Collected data
• • •
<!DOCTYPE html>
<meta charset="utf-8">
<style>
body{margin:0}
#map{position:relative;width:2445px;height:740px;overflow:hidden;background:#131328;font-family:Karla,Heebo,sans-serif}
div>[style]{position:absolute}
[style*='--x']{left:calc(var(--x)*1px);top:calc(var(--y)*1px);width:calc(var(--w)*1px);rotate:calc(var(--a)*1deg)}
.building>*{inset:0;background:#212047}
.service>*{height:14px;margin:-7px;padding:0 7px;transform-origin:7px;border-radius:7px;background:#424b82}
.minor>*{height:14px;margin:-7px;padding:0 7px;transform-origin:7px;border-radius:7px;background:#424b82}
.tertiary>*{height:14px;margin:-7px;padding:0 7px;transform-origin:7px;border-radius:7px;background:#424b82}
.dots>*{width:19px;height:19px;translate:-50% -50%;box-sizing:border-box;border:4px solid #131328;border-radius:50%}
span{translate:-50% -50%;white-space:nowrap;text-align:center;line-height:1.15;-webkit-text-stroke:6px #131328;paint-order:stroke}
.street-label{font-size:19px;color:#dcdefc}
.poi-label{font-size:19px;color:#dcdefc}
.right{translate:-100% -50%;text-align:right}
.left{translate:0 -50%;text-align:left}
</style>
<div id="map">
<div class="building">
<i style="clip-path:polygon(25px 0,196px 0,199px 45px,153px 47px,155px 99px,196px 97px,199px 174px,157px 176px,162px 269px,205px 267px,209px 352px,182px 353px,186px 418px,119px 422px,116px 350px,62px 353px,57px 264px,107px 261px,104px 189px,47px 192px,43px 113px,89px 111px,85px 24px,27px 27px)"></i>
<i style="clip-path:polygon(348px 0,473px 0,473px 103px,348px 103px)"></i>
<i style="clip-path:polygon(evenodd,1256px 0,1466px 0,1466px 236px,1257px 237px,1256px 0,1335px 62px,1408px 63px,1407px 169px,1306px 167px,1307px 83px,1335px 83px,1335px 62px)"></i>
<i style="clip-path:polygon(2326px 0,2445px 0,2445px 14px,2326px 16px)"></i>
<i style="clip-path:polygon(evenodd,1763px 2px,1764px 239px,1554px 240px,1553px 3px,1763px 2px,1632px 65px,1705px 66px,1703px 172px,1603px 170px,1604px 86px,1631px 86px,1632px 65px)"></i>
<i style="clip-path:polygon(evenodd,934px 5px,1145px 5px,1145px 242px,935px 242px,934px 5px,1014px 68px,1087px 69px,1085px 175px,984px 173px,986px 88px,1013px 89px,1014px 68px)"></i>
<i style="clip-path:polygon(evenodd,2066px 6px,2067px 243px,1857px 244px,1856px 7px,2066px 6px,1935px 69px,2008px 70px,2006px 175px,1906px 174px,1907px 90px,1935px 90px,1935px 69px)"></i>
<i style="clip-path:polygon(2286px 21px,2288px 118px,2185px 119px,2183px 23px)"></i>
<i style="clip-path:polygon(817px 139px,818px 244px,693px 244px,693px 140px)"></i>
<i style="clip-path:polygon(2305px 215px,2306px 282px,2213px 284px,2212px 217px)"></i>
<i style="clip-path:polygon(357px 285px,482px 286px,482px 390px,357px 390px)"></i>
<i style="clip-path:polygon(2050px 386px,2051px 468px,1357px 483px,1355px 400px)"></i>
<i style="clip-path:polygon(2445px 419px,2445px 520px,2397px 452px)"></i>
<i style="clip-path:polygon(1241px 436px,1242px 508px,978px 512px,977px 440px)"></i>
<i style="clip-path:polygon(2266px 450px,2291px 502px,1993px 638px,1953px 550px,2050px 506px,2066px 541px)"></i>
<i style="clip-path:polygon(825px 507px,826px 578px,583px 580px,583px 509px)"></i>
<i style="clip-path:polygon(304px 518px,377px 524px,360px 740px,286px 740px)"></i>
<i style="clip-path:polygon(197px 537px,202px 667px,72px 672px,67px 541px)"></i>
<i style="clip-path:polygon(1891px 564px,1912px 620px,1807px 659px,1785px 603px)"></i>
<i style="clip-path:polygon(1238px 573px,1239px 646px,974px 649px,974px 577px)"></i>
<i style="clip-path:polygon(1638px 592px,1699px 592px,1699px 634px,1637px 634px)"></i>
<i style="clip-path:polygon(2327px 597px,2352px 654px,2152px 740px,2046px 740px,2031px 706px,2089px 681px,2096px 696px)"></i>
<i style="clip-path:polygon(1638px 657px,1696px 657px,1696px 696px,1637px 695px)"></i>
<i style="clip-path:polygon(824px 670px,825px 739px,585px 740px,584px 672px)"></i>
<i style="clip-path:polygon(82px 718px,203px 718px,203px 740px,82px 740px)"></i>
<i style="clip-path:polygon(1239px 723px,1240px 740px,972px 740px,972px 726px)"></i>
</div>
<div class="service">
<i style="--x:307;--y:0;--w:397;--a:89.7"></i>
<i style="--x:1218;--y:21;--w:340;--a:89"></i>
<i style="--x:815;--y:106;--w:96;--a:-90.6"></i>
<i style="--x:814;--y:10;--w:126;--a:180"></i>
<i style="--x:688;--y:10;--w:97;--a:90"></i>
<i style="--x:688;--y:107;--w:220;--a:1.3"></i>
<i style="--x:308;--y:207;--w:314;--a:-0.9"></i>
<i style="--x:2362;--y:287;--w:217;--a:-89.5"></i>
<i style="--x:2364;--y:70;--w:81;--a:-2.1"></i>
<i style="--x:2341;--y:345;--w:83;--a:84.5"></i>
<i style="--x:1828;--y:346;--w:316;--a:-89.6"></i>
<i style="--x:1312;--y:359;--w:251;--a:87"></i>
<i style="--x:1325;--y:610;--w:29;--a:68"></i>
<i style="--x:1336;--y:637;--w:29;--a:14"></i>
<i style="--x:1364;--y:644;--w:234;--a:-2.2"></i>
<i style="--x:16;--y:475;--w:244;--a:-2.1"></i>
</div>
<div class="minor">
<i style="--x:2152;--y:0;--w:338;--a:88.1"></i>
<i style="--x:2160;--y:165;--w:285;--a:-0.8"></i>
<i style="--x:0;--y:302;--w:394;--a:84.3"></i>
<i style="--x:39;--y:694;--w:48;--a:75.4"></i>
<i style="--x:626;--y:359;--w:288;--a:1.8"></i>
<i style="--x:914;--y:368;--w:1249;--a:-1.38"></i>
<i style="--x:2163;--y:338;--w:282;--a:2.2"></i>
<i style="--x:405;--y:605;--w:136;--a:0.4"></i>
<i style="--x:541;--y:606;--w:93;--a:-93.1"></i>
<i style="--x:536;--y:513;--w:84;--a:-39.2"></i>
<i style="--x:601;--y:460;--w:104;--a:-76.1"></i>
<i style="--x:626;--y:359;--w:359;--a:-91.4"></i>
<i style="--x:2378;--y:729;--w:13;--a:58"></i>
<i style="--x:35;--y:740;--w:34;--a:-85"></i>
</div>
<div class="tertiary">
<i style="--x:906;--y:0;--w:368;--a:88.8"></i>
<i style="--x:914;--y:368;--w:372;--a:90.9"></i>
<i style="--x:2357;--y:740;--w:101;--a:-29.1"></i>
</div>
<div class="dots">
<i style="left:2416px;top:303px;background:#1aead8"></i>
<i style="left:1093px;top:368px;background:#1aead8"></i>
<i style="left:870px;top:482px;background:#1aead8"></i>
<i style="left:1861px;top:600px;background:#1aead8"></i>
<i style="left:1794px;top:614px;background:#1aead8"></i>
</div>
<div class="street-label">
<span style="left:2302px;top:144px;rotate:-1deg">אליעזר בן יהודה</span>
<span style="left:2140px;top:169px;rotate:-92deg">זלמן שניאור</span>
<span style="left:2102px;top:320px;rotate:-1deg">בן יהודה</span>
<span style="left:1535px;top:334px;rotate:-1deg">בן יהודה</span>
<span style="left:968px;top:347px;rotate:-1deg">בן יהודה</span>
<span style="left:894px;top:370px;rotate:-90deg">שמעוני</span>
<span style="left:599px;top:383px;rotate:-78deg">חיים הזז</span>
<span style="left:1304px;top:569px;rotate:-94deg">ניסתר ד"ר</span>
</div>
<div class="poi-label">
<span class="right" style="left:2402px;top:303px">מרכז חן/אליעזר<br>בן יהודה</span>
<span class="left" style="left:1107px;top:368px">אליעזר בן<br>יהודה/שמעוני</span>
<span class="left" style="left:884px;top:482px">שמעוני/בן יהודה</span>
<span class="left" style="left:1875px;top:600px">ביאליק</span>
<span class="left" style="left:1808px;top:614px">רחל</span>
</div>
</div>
• • •
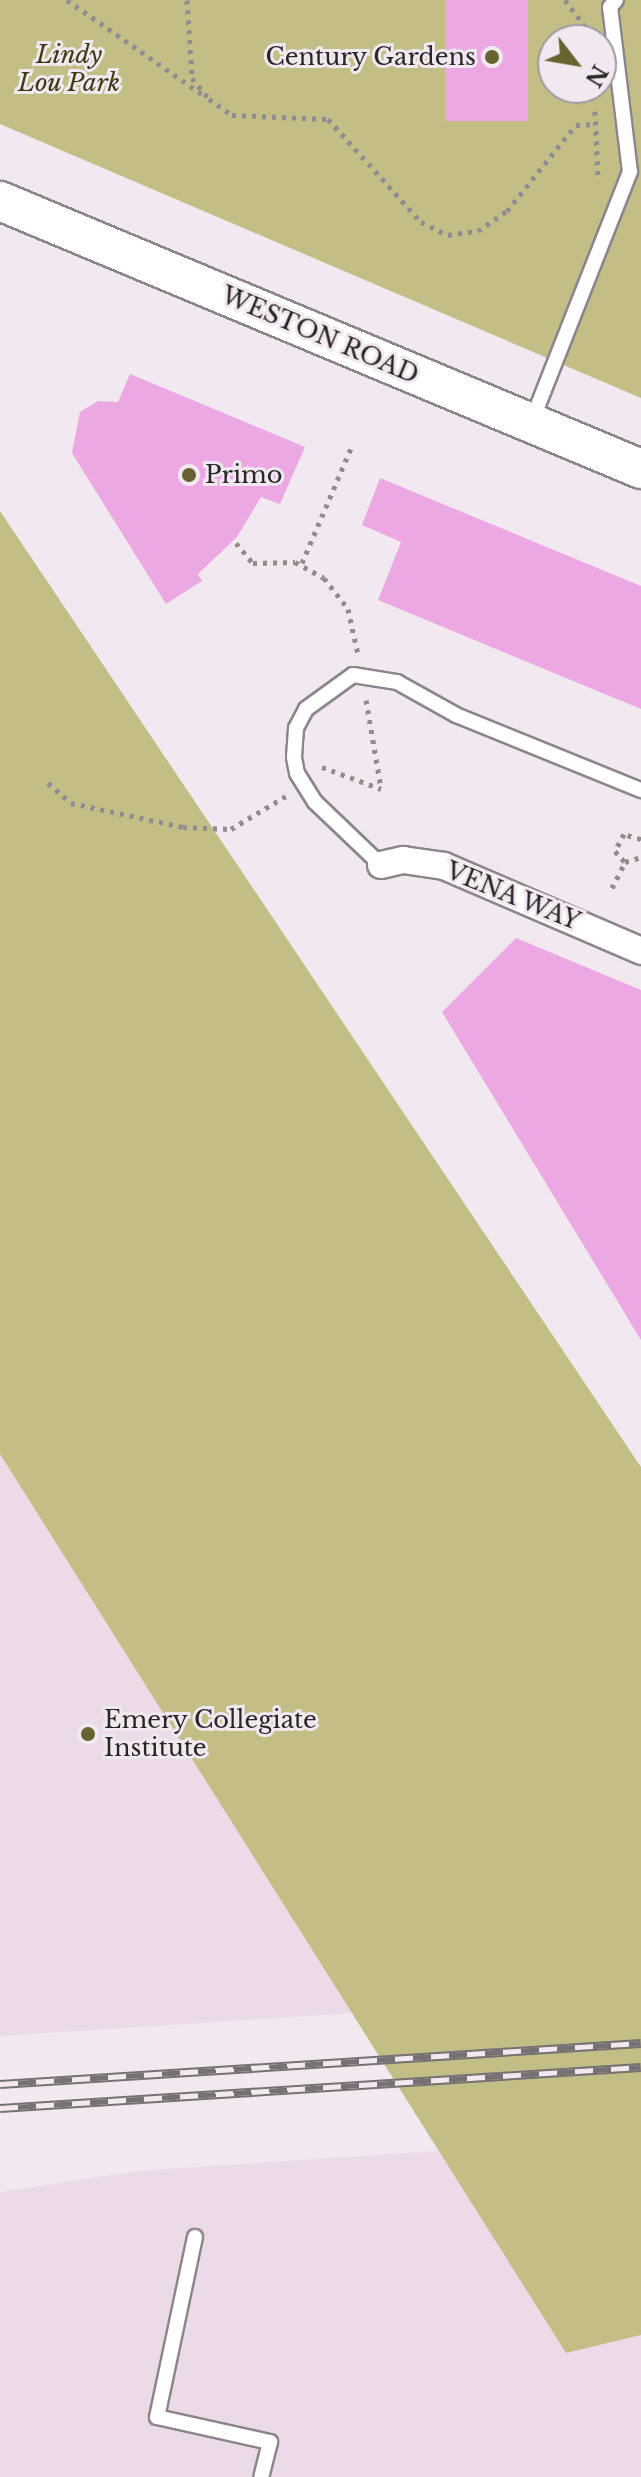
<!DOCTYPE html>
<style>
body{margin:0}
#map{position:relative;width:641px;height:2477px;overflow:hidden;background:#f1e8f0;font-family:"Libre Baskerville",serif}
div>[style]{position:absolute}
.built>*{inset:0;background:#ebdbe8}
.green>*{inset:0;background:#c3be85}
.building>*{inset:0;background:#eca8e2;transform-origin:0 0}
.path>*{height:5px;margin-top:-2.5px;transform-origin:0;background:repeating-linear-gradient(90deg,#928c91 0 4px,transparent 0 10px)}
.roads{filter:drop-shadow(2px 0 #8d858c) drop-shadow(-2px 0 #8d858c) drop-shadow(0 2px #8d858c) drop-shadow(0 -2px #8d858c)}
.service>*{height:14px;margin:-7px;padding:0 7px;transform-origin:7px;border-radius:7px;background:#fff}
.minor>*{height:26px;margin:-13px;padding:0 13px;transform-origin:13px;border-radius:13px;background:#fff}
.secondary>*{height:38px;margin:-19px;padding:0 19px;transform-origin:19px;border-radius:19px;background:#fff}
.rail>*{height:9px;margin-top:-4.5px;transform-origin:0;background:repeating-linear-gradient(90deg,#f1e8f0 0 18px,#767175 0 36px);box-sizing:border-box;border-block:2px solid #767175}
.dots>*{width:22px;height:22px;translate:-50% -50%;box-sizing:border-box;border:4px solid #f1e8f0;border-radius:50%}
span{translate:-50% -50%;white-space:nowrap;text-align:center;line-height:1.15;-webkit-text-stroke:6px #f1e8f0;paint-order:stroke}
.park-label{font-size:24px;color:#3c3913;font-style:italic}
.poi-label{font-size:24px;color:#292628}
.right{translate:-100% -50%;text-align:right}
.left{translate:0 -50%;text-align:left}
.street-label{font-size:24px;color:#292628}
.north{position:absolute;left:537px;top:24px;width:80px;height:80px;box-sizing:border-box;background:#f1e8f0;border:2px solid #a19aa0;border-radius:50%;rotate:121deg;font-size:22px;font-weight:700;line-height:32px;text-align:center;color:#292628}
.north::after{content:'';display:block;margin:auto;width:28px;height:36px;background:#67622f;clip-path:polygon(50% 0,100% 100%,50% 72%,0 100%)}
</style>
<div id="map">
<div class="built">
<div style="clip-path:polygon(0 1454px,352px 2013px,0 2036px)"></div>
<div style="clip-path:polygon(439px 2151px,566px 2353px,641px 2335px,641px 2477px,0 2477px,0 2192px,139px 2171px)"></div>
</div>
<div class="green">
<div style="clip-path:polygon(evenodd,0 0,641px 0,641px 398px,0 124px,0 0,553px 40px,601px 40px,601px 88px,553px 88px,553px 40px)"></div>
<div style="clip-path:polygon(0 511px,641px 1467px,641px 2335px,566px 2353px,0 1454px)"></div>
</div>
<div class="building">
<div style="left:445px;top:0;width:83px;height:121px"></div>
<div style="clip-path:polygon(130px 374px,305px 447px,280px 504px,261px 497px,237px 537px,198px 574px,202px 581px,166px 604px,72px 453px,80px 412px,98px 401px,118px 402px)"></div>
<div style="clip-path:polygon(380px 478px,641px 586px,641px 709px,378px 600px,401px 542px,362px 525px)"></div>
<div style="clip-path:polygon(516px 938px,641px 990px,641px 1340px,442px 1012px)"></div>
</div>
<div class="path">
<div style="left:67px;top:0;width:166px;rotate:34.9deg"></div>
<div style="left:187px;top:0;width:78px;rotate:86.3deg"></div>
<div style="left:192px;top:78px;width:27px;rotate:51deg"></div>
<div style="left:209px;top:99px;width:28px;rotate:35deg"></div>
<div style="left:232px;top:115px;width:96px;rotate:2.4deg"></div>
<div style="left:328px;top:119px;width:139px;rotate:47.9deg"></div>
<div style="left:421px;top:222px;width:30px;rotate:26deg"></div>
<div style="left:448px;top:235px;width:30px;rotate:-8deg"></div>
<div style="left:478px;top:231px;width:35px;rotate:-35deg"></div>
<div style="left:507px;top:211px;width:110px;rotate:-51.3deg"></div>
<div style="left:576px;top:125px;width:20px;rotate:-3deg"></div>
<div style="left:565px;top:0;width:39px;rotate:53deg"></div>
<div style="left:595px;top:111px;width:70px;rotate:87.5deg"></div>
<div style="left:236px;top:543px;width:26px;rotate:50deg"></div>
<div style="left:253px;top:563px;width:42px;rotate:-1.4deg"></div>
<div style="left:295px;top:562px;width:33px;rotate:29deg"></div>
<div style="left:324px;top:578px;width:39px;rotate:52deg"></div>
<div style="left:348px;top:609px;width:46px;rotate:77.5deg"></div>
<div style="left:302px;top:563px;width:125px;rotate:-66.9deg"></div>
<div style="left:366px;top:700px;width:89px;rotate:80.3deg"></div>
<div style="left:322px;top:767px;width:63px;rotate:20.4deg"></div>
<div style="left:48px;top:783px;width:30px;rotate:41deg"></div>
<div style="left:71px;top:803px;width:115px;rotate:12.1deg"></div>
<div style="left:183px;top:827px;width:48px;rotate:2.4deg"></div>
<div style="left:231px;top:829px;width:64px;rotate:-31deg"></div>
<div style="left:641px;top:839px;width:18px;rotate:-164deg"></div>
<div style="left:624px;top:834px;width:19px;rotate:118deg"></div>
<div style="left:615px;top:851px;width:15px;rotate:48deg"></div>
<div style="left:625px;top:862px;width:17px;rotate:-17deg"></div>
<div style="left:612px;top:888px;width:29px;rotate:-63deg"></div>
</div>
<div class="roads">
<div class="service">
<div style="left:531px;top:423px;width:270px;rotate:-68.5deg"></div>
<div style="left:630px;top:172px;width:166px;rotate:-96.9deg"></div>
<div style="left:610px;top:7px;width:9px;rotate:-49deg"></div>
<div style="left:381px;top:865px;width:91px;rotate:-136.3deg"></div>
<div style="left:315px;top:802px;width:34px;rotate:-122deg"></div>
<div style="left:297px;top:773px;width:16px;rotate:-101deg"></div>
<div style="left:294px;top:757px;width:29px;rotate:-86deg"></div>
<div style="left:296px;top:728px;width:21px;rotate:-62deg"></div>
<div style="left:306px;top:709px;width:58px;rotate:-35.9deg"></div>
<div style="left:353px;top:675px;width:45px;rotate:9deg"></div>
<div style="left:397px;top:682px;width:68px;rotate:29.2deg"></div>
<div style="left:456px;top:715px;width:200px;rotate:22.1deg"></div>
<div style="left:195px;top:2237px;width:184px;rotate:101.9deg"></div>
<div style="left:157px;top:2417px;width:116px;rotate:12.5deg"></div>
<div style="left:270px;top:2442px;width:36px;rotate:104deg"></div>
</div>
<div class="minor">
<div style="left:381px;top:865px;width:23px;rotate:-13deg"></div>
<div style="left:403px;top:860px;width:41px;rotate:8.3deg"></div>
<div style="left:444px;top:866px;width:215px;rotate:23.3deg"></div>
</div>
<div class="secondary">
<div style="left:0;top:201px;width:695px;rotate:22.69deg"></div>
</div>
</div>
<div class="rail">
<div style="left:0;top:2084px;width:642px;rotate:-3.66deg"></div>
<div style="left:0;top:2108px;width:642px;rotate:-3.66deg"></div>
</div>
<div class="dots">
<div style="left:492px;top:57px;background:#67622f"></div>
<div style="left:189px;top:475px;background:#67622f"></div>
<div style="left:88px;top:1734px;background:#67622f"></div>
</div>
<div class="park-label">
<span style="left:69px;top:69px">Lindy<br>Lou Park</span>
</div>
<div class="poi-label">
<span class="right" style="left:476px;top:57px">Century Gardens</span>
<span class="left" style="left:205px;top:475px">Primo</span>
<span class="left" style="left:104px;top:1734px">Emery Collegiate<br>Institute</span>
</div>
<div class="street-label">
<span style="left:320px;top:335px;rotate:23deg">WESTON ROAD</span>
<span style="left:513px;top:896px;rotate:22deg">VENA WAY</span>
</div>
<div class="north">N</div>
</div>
• • •
Among the lines above, find those containing the word "hidden" and copy each.

▶ SOLUTION TO THE PROBLEM:
#map{position:relative;width:2445px;height:740px;overflow:hidden;background:#131328;font-family:Karla,Heebo,sans-serif}
#map{position:relative;width:641px;height:2477px;overflow:hidden;background:#f1e8f0;font-family:"Libre Baskerville",serif}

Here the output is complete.